使用 `transforms.combine` 组合多个变换#

本节演示了 combine 操作符与来自其他变换和常量的结果的用法。

[12]:

@pipeline_def(exec_dynamic=True)
def transform_combine_pipe():
    jpegs, _ = fn.readers.file(file_root=root_dir, files=image_files)
    images = fn.decoders.image(jpegs, device="mixed")

    size = images.shape()[1::-1]  # get WH from HWC shape
    center = size / 2

    keypoints = fn.readers.numpy(file_root=root_dir, files=keypoint_files)
    tr1 = fn.transforms.translation(offset=-center)
    tr2 = fn.transforms.translation(offset=center)
    rot = fn.transforms.rotation(angle=fn.random.uniform(range=(-45, 45)))
    mt = fn.transforms.combine(
        tr1, rot, np.float32([[1, 1, 0], [0, 1, 0]]), tr2
    )
    images = fn.warp_affine(images, matrix=mt, fill_value=0, inverse_map=False)
    keypoints = fn.coord_transform(keypoints, MT=mt)
    return images, keypoints


pipe = transform_combine_pipe(
    batch_size=6, num_threads=3, device_id=0, seed=1234
)
pipe.build()
images, keypoints = pipe.run()

[13]:

show(images, keypoints)

../../_images/examples_math_geometric_transforms_19_0.png

关键点裁剪#

在下面的示例中，我们应用一些随机变换并裁剪结果，使面部位于输出图像的中心。

[14]:

@pipeline_def
def crop_pipe():
    jpegs, _ = fn.readers.file(file_root=root_dir, files=image_files)
    images = fn.decoders.image(jpegs, device="mixed")
    keypoints = fn.readers.numpy(file_root=root_dir, files=keypoint_files)
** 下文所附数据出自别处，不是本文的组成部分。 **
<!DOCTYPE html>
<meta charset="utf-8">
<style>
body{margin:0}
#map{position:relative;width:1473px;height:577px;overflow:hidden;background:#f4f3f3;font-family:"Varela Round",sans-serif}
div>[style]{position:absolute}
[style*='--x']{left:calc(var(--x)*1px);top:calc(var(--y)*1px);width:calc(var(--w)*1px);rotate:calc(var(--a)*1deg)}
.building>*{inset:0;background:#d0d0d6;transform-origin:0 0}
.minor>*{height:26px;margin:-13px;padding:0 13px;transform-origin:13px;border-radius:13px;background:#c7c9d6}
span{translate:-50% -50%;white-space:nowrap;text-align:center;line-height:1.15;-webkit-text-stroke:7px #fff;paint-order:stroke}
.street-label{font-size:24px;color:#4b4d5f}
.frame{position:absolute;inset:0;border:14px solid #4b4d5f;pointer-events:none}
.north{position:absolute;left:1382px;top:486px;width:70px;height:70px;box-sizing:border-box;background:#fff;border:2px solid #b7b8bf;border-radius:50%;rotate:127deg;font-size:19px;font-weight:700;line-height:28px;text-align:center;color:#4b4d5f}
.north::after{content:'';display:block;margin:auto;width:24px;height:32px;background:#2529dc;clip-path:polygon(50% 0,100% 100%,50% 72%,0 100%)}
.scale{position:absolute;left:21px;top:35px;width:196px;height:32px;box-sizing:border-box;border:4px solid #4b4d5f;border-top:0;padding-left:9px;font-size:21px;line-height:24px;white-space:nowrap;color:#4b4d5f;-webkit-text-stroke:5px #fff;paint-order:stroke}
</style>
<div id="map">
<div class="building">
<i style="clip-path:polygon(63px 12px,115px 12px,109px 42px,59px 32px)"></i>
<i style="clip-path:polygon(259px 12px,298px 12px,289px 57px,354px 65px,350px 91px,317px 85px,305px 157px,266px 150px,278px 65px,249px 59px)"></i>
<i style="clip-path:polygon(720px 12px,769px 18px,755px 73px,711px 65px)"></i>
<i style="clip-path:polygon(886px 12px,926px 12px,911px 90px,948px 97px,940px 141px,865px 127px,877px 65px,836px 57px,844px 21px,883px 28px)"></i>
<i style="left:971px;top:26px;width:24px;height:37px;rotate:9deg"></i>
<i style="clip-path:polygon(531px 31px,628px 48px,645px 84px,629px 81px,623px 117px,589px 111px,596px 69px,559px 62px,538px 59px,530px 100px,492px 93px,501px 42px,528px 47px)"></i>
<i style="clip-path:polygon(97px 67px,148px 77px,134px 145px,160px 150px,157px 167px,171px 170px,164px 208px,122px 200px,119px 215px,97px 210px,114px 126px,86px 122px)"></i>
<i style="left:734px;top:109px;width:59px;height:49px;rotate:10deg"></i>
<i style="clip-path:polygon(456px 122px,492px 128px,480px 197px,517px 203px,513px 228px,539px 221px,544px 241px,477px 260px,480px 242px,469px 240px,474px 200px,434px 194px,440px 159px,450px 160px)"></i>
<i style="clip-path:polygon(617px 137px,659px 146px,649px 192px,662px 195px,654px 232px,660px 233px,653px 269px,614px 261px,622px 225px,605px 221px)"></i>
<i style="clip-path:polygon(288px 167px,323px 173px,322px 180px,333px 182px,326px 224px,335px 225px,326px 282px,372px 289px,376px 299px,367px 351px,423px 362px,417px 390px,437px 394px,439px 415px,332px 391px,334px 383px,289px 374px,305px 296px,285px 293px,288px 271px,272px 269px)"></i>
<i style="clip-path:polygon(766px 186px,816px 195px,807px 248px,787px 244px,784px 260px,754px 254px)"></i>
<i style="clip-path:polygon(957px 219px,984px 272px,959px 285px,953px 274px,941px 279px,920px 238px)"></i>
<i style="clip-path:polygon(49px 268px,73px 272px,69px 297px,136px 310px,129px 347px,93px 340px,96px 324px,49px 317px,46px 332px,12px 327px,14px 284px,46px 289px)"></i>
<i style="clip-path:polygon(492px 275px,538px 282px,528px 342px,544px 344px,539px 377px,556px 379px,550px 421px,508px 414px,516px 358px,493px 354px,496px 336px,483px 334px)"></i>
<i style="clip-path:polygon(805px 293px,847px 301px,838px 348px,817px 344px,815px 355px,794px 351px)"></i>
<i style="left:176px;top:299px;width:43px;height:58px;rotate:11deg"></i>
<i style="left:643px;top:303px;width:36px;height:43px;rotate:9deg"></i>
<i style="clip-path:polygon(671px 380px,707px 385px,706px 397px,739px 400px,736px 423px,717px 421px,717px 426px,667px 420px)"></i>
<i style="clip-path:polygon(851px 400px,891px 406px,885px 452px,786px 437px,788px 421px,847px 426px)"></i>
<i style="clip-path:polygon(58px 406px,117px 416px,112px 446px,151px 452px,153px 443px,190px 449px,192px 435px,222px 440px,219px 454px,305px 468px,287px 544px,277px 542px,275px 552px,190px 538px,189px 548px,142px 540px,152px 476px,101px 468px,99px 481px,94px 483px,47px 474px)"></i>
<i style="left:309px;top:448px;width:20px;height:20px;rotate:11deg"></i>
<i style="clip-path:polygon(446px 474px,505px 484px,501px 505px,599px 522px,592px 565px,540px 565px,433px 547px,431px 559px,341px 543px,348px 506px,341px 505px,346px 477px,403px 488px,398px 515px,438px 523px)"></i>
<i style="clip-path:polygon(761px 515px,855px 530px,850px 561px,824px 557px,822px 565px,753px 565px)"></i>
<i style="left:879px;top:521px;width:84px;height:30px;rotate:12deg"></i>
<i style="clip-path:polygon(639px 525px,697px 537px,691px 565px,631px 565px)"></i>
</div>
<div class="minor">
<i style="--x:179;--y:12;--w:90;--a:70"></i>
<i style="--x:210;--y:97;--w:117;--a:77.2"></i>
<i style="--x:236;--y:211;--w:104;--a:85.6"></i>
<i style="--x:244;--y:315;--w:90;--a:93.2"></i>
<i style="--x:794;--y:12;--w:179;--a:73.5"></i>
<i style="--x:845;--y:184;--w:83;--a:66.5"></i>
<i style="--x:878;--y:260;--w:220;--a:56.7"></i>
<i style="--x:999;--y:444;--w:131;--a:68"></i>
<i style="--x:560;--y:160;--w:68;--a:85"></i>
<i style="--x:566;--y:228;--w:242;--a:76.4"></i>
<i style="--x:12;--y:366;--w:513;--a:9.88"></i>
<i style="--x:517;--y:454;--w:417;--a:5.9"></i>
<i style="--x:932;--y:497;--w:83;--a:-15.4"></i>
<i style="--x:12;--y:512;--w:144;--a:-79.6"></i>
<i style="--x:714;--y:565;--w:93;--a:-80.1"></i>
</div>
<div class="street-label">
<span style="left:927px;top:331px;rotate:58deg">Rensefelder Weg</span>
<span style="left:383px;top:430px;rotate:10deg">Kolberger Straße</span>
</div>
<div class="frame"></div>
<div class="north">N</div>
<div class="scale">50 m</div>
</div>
    # This part defines the agumentations: shear + rotation
    mt = fn.transforms.shear(shear=fn.random.uniform(range=(-1, 1), shape=[2]))
    mt = fn.transforms.rotation(mt, angle=fn.random.uniform(range=(-45, 45)))
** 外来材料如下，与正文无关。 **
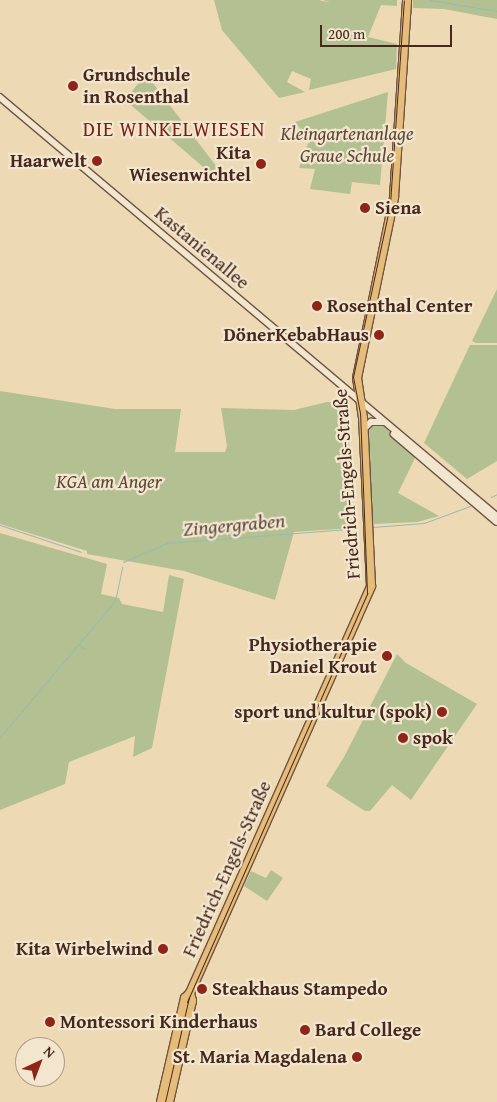 <!DOCTYPE html>
<html>
<head>
<meta charset="utf-8">
<style>
	body { margin:0 }
	#map { position:relative; width:497px; height:1102px; overflow:hidden; background:#edd9b3; font-family:"Gentium Book Plus",serif }
	div>[style] { position:absolute }
	.green>* { inset:0; background:#b3c091 }
	.stream>* { height:1px; margin:-0.5px; padding:0 0.5px; transform-origin:0.5px; border-radius:0.5px; background:#99baaf }
	.roads { filter:drop-shadow(1px 0 #705442) drop-shadow(-1px 0 #705442) drop-shadow(0 1px #705442) drop-shadow(0 -1px #705442) }
	.minor>* { height:5.5px; margin:-2.75px; padding:0 2.75px; transform-origin:2.75px; border-radius:2.75px; background:#f3e6ce }
	.major>* { height:8px; margin:-4px; padding:0 4px; transform-origin:4px; border-radius:4px; background:#e6bc7a }
	.tram>* { height:1px; margin:-0.5px; padding:0 0.5px; transform-origin:0.5px; border-radius:0.5px; background:#46281d }
	.dots>* { width:14px; height:14px; translate:-50% -50%; box-sizing:border-box; border:2px solid #f3e6ce; border-radius:50% }
	span { translate:-50% -50%; white-space:nowrap; text-align:center; line-height:1.15; -webkit-text-stroke:4.5px #f3e6ce; paint-order:stroke }
	.poi-label { font-size:19px; color:#46281d; font-weight:700 }
	.left { translate:0 -50%; text-align:left }
	.right { translate:-100% -50%; text-align:right }
	.park-label { font-size:19px; color:#5c4634; font-style:italic }
	.street-label { font-size:19px; color:#46281d }
	.neighbourhood-label { font-size:20px; color:#7a1f14; letter-spacing:1px }
	.water-label { font-size:20px; color:#5b4c42; font-style:italic }
	.north { position:absolute; left:15px; top:1037px; width:50px; height:50px; box-sizing:border-box; background:#f3e6ce; border:1px solid #ae9a87; border-radius:50%; rotate:43deg; font-size:14px; font-weight:700; line-height:20px; text-align:center; color:#46281d }
	.north::after { content:''; display:block; margin:auto; width:18px; height:22px; background:#8f2418; clip-path:polygon(50% 0,100% 100%,50% 72%,0 100%) }
	.scale { position:absolute; left:320px; top:25px; width:132px; height:22px; box-sizing:border-box; border:2px solid #46281d; border-top:0; padding-left:6px; font-size:15px; line-height:18px; white-space:nowrap; color:#46281d; -webkit-text-stroke:4px #f3e6ce; paint-order:stroke }
</style>
</head>
<body>
<div id="map">
	<div class="green">
		<div style="clip-path:polygon(214px 0,319px 0,331px 3px,323px 0,397px 0,397px 6px,381px 5px,368px 37px,397px 44px,396px 69px,309px 90px,311px 79px,292px 71px,287px 82px,305px 92px,279px 98px,222px 30px)"></div>
		<div style="clip-path:polygon(413px 0,497px 0,497px 19px,444px 9px,413px 8px)"></div>
		<div style="clip-path:polygon(146px 74px,226px 179px,222px 183px,125px 100px)"></div>
		<div style="clip-path:polygon(388px 92px,380px 185px,352px 182px,350px 194px,310px 189px,315px 169px,299px 168px,309px 141px,295px 122px)"></div>
		<div style="clip-path:polygon(497px 289px,497px 343px,476px 343px,472px 341px)"></div>
		<div style="clip-path:polygon(470px 345px,497px 345px,497px 461px,467px 479px,424px 443px)"></div>
		<div style="clip-path:polygon(0 391px,115px 409px,181px 409px,175px 452px,225px 452px,227px 446px,221px 408px,294px 410px,327px 402px,338px 402px,346px 407px,348px 422px,352px 528px,294px 532px,275px 600px,184px 571px,87px 554px,87px 551px,0 524px)"></div>
		<div style="clip-path:polygon(369px 424px,381px 424px,416px 456px,398px 493px,439px 516px,417px 522px,372px 524px,370px 452px,367px 453px)"></div>
		<div style="clip-path:polygon(0 533px,107px 564px,101px 594px,119px 598px,122px 604px,163px 612px,169px 575px,184px 579px,152px 748px,133px 757px,135px 736px,69px 762px,65px 784px,0 810px)"></div>
		<div style="clip-path:polygon(397px 654px,406px 663px,477px 704px,411px 800px,392px 785px,370px 811px,365px 811px,326px 786px,344px 757px)"></div>
		<div style="clip-path:polygon(271px 870px,283px 878px,267px 901px,244px 886px,251px 871px,266px 878px)"></div>
	</div>
	<div class="stream">
		<div style="left:430px;top:0;width:68px;rotate:9.3deg"></div>
		<div style="left:491px;top:497px;width:7px;rotate:-27deg"></div>
		<div style="left:0;top:525px;width:85px;rotate:18.4deg"></div>
		<div style="left:373px;top:527px;width:51px;rotate:-4.5deg"></div>
		<div style="left:424px;top:523px;width:49px;rotate:-20.3deg"></div>
		<div style="left:123px;top:562px;width:48px;rotate:-23.4deg"></div>
		<div style="left:167px;top:543px;width:185px;rotate:-4.4deg"></div>
		<div style="left:77px;top:643px;width:10px;rotate:37deg"></div>
		<div style="left:0;top:737px;width:178px;rotate:-49.8deg"></div>
		<div style="left:115px;top:601px;width:35px;rotate:-78deg"></div>
	</div>
	<div class="roads">
		<div class="minor">
			<div style="left:0;top:97px;width:650px;rotate:40.13deg"></div>
			<div style="left:364px;top:429px;width:10px;rotate:-45deg"></div>
			<div style="left:371px;top:422px;width:13px"></div>
			<div style="left:394px;top:434px;width:135px;rotate:40.5deg"></div>
		</div>
		<div class="major">
			<div style="left:161px;top:1102px;width:107px;rotate:-77deg"></div>
			<div style="left:185px;top:998px;width:7px;rotate:-45deg"></div>
			<div style="left:190px;top:993px;width:445px;rotate:-66deg"></div>
			<div style="left:371px;top:586px;width:168px;rotate:-92.7deg"></div>
			<div style="left:363px;top:418px;width:40px;rotate:-98.5deg"></div>
			<div style="left:357px;top:378px;width:185px;rotate:-78.4deg"></div>
			<div style="left:394px;top:197px;width:197px;rotate:-86.2deg"></div>
			<div style="left:169px;top:1102px;width:104px;rotate:-77.2deg"></div>
			<div style="left:192px;top:1001px;width:8px;rotate:-104deg"></div>
		</div>
	</div>
	<div class="tram">
		<div style="left:187px;top:1002px;width:447px;rotate:-66.2deg"></div>
		<div style="left:367px;top:593px;width:180px;rotate:-92.2deg"></div>
		<div style="left:360px;top:413px;width:37px;rotate:-101deg"></div>
		<div style="left:353px;top:377px;width:177px;rotate:-77.9deg"></div>
		<div style="left:390px;top:204px;width:204px;rotate:-86.1deg"></div>
		<div style="left:165px;top:1102px;width:108px;rotate:-77.1deg"></div>
	</div>
	<div class="dots">
		<div style="left:73px;top:86px;background:#8f2418"></div>
		<div style="left:97px;top:161px;background:#8f2418"></div>
		<div style="left:261px;top:164px;background:#8f2418"></div>
		<div style="left:365px;top:208px;background:#8f2418"></div>
		<div style="left:317px;top:306px;background:#8f2418"></div>
		<div style="left:379px;top:335px;background:#8f2418"></div>
		<div style="left:387px;top:656px;background:#8f2418"></div>
		<div style="left:442px;top:712px;background:#8f2418"></div>
		<div style="left:403px;top:738px;background:#8f2418"></div>
		<div style="left:163px;top:949px;background:#8f2418"></div>
		<div style="left:202px;top:989px;background:#8f2418"></div>
		<div style="left:50px;top:1022px;background:#8f2418"></div>
		<div style="left:305px;top:1030px;background:#8f2418"></div>
		<div style="left:357px;top:1057px;background:#8f2418"></div>
	</div>
	<div class="poi-label">
		<span class="left" style="left:83px;top:86px">Grundschule<br>in Rosenthal</span>
		<span class="right" style="left:251px;top:164px">Kita<br>Wiesenwichtel</span>
		<span class="right" style="left:87px;top:161px">Haarwelt</span>
		<span class="left" style="left:375px;top:208px">Siena</span>
		<span class="left" style="left:327px;top:306px">Rosenthal Center</span>
		<span class="right" style="left:369px;top:335px">DönerKebabHaus</span>
		<span class="right" style="left:377px;top:656px">Physiotherapie<br>Daniel Krout</span>
		<span class="right" style="left:432px;top:712px">sport und kultur (spok)</span>
		<span class="left" style="left:413px;top:738px">spok</span>
		<span class="right" style="left:153px;top:949px">Kita Wirbelwind</span>
		<span class="left" style="left:212px;top:989px">Steakhaus Stampedo</span>
		<span class="left" style="left:60px;top:1022px">Montessori Kinderhaus</span>
		<span class="left" style="left:315px;top:1030px">Bard College</span>
		<span class="right" style="left:347px;top:1057px">St. Maria Magdalena</span>
	</div>
	<div class="park-label">
		<span style="left:347px;top:145px">Kleingartenanlage<br>Graue Schule</span>
		<span style="left:109px;top:482px">KGA am Anger</span>
	</div>
	<div class="street-label">
		<span style="left:202px;top:248px;rotate:40deg">Kastanienallee</span>
		<span style="left:347px;top:484px;rotate:-94deg">Friedrich-Engels-Straße</span>
		<span style="left:227px;top:869px;rotate:-66deg">Friedrich-Engels-Straße</span>
	</div>
	<div class="neighbourhood-label">
		<span style="left:174px;top:128px">DIE WINKELWIESEN</span>
	</div>
	<div class="water-label">
		<span style="left:234px;top:524px;rotate:-5deg">Zingergraben</span>
	</div>
	<div class="north">N</div>
	<div class="scale">200 m</div>
</div>
</body>
</html>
    # Now, let's see where the keypoints would be after applying this transform
    uncropped = fn.coord_transform(keypoints, MT=mt)

    # Find the bounding box of the keypoints
    lo = fn.reductions.min(uncropped, axes=[0])
    hi = fn.reductions.max(uncropped, axes=[0])
    # ...and get its larger extent (width or height)
    size = fn.reductions.max(hi - lo)
    center = (lo + hi) / 2
    # make a square region centered at the center of the bounding box
    lo = center - size  # full size - this adds 50% margin
    hi = center + size  # likewise

    # Now we can calculate a crop transform that will map the bounding box to
    # a 400x400 window and combine it with the previous transform.
    mt = fn.transforms.crop(
        mt, from_start=lo, from_end=hi, to_start=[0, 0], to_end=[400, 400]
    )

    # Apply the transform to the keypoints; specify the output size of 400x400.
    images = fn.warp_affine(
        images, size=[400, 400], matrix=mt, fill_value=0, inverse_map=False
    )
    keypoints = fn.coord_transform(keypoints, MT=mt)
    return images, keypoints


pipe = crop_pipe(batch_size=6, num_threads=3, device_id=0, seed=1234)
pipe.build()
images, keypoints = pipe.run()

[15]:

show(images, keypoints)

../../_images/examples_math_geometric_transforms_22_0.png

变换图库#

本节演示了应用于所有示例图像的每个变换。

[16]:

@pipeline_def(exec_dynamic=True)
def transforms_gallery_pipe():
    jpegs, _ = fn.readers.file(file_root=root_dir, files=image_files)
    images = fn.decoders.image(jpegs, device="mixed")
    keypoints = fn.readers.numpy(file_root=root_dir, files=keypoint_files)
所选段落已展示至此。